╭─ SOURCE DATA
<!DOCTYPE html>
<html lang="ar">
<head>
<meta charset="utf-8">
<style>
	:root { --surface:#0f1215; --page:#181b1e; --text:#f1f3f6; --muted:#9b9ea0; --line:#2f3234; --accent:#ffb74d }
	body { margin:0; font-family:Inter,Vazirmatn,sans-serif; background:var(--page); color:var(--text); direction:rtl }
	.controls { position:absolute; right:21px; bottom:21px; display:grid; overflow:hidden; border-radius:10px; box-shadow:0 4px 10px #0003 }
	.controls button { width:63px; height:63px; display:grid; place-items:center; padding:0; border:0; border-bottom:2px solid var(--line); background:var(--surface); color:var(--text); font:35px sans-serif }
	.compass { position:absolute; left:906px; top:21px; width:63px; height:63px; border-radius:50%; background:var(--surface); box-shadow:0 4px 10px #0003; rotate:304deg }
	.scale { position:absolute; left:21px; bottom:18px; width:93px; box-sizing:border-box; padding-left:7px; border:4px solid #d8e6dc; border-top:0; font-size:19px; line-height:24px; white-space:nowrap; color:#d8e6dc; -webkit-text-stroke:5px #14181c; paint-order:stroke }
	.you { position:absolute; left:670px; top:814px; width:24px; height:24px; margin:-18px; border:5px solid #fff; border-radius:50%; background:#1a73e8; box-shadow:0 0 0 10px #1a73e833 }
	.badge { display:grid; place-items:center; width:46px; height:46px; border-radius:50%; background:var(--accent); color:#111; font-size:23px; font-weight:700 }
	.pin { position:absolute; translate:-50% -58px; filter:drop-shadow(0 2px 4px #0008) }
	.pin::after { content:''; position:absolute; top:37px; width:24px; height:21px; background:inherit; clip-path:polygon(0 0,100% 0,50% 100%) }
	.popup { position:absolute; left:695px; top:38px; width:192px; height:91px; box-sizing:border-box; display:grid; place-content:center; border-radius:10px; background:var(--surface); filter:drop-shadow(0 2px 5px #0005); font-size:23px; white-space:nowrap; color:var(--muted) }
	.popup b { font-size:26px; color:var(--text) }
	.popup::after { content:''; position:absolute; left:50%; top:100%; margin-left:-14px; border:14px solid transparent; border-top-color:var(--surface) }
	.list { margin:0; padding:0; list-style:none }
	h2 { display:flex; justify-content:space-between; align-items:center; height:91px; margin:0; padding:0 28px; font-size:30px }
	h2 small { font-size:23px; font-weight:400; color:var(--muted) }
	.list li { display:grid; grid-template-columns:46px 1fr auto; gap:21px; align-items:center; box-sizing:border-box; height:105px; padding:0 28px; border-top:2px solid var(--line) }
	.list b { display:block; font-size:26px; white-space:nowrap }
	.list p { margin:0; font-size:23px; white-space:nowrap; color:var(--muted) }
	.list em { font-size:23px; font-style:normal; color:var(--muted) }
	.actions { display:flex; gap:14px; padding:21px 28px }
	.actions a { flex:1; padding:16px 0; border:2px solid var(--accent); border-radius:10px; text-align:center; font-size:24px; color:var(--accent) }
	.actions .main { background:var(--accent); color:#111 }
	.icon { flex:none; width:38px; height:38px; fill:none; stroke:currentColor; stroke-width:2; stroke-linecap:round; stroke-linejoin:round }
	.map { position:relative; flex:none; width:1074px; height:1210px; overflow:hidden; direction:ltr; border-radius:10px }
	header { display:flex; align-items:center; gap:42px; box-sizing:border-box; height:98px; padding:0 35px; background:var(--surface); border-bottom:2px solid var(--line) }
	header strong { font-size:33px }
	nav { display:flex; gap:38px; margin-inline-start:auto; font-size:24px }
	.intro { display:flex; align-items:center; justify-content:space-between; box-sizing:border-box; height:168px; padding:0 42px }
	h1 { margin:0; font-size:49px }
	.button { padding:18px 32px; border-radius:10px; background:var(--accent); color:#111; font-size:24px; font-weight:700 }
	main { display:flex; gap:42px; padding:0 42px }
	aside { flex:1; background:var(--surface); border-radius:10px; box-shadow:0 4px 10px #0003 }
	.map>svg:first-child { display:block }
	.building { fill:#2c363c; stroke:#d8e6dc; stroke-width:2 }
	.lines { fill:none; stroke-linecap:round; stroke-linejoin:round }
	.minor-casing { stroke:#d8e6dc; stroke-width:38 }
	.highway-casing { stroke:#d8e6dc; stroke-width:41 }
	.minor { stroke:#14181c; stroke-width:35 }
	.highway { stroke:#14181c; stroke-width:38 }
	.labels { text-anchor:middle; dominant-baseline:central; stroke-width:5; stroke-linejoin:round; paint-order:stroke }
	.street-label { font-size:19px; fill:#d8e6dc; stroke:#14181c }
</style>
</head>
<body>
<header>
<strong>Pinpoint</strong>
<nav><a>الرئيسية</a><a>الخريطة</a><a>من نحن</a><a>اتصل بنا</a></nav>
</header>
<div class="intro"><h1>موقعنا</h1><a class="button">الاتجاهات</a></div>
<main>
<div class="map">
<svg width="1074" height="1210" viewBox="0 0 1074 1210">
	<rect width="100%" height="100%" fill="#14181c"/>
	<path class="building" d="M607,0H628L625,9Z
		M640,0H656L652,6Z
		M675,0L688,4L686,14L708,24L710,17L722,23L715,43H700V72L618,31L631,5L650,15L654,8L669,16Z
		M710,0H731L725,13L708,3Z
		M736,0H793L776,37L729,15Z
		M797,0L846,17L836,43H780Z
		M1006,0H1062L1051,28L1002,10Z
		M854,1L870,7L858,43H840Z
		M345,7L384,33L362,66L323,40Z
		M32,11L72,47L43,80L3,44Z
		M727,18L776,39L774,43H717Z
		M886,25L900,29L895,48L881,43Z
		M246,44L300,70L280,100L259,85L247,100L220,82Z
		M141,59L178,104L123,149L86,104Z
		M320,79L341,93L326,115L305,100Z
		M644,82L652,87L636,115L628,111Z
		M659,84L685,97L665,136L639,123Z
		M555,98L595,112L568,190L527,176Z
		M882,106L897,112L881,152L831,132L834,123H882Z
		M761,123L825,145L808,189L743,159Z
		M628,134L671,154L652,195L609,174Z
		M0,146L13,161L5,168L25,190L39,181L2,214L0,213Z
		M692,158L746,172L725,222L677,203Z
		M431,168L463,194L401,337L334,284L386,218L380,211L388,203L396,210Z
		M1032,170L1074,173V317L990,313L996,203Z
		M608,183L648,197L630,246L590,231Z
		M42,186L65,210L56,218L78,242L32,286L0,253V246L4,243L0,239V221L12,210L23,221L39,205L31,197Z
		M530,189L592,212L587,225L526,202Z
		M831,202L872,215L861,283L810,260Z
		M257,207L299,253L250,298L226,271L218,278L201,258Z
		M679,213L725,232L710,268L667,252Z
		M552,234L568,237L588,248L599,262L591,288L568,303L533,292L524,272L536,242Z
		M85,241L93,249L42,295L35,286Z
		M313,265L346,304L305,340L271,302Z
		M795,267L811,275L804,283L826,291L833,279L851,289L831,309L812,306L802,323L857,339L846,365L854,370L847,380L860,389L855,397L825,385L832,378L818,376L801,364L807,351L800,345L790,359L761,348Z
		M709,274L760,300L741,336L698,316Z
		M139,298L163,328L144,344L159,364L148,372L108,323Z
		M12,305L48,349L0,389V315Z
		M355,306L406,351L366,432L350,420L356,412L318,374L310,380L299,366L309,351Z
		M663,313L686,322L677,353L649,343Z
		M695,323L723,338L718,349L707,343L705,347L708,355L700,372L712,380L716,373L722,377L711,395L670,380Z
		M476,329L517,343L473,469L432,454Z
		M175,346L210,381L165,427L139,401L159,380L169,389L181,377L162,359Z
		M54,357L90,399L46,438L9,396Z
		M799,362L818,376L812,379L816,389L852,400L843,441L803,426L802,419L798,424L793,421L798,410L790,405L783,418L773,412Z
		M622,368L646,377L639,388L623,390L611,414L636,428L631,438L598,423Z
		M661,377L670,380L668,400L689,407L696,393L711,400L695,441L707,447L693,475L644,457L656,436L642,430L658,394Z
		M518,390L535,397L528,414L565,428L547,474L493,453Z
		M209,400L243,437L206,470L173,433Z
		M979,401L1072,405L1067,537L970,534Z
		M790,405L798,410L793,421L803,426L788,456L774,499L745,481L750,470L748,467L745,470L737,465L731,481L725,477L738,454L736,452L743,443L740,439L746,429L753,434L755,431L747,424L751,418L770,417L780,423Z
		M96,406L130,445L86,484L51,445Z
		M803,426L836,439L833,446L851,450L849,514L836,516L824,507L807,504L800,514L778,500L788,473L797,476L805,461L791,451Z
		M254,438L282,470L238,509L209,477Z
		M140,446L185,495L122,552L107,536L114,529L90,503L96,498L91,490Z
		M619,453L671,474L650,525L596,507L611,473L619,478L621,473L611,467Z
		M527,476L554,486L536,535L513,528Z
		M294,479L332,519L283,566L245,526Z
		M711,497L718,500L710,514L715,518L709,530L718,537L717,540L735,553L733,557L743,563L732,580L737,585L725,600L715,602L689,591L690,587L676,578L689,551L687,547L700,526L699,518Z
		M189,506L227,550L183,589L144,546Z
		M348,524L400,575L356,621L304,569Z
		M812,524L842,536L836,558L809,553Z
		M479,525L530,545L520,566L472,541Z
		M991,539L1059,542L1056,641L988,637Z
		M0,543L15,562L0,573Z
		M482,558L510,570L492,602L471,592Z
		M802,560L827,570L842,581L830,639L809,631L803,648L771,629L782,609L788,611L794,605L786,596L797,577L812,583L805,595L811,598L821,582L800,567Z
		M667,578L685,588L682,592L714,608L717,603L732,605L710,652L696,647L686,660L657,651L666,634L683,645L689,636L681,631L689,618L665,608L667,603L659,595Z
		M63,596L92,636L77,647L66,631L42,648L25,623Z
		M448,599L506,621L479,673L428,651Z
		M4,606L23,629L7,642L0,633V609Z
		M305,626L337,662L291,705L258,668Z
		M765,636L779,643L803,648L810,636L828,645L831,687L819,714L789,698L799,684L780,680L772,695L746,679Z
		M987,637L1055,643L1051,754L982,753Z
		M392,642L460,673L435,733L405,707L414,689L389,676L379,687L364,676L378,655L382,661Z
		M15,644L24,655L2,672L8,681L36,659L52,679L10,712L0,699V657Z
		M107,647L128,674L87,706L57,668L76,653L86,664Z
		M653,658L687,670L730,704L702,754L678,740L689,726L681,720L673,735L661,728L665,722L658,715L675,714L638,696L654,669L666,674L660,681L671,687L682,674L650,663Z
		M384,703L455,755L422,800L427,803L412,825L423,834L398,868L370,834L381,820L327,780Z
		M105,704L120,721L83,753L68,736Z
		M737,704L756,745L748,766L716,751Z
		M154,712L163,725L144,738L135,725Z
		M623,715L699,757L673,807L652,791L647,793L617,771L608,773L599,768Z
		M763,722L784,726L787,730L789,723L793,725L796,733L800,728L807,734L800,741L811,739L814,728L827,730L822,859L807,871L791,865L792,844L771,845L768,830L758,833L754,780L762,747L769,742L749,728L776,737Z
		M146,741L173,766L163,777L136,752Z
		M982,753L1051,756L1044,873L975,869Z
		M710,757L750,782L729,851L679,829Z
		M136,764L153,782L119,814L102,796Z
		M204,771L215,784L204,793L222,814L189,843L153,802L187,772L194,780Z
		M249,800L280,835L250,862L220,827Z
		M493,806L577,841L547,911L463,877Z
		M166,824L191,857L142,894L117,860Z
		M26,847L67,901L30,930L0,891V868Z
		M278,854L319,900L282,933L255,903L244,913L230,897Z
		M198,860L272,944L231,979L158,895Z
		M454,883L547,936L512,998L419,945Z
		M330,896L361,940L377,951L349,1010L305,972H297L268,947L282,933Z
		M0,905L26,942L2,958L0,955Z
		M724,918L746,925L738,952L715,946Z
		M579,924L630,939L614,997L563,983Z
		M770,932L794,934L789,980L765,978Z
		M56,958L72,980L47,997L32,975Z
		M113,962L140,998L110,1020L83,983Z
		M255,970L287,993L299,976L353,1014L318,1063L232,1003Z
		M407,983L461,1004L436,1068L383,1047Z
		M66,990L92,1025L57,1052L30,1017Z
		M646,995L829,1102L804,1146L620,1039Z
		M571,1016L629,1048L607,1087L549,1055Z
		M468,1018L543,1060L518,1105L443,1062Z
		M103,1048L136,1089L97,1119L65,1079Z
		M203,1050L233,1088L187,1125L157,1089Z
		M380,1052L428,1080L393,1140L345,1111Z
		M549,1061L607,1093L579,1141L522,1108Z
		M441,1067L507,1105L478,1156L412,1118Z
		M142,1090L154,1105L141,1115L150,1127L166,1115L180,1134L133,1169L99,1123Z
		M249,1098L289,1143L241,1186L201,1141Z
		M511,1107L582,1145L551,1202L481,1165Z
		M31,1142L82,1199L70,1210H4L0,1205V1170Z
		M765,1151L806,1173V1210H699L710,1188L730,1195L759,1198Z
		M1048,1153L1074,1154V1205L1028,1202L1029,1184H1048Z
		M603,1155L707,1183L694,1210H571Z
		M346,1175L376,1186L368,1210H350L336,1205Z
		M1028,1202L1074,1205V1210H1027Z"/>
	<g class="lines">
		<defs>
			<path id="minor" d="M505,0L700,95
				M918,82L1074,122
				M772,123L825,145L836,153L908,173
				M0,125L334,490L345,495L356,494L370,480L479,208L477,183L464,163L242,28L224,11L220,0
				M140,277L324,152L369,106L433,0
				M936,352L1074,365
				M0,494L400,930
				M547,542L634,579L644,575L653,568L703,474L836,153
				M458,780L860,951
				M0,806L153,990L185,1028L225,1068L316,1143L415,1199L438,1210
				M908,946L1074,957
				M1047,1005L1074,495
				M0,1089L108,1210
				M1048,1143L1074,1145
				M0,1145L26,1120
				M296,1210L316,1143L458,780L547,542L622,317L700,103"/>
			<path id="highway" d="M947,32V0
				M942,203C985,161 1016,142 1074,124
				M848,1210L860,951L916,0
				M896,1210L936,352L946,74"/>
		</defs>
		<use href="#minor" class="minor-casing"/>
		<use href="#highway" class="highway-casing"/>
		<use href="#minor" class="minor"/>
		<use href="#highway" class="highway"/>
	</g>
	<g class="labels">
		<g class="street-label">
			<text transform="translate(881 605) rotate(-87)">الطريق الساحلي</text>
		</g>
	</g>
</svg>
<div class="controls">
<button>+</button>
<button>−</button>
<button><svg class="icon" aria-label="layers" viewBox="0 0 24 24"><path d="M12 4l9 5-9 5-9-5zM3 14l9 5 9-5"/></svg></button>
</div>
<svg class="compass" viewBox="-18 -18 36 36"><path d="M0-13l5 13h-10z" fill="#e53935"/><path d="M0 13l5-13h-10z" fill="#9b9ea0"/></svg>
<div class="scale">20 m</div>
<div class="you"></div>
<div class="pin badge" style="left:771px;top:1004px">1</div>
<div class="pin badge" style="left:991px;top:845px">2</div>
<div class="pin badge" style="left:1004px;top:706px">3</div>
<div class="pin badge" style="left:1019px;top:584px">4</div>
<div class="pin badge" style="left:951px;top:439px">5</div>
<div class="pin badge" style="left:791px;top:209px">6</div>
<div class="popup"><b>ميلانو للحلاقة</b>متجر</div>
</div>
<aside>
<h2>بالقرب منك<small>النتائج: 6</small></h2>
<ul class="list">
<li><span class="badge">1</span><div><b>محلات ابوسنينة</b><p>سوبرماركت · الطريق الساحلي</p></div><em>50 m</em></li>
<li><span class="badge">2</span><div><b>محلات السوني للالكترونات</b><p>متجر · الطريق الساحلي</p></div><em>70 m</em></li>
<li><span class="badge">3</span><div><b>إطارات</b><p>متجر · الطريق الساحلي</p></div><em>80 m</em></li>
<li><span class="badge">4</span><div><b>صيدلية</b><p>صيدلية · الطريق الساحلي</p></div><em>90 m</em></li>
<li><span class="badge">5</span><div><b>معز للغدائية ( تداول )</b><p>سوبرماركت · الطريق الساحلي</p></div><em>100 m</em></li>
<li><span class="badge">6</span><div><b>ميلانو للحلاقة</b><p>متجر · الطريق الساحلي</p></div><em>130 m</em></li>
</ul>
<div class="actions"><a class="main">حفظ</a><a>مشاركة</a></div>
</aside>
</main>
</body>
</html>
╰─
- **DIRECTIONS FOR THIS TASK**:
Check the data for the word "linejoin" and pull out the lines that have it.

- **SOLUTION TO THIS TASK**:
	.icon { flex:none; width:38px; height:38px; fill:none; stroke:currentColor; stroke-width:2; stroke-linecap:round; stroke-linejoin:round }
	.lines { fill:none; stroke-linecap:round; stroke-linejoin:round }
	.labels { text-anchor:middle; dominant-baseline:central; stroke-width:5; stroke-linejoin:round; paint-order:stroke }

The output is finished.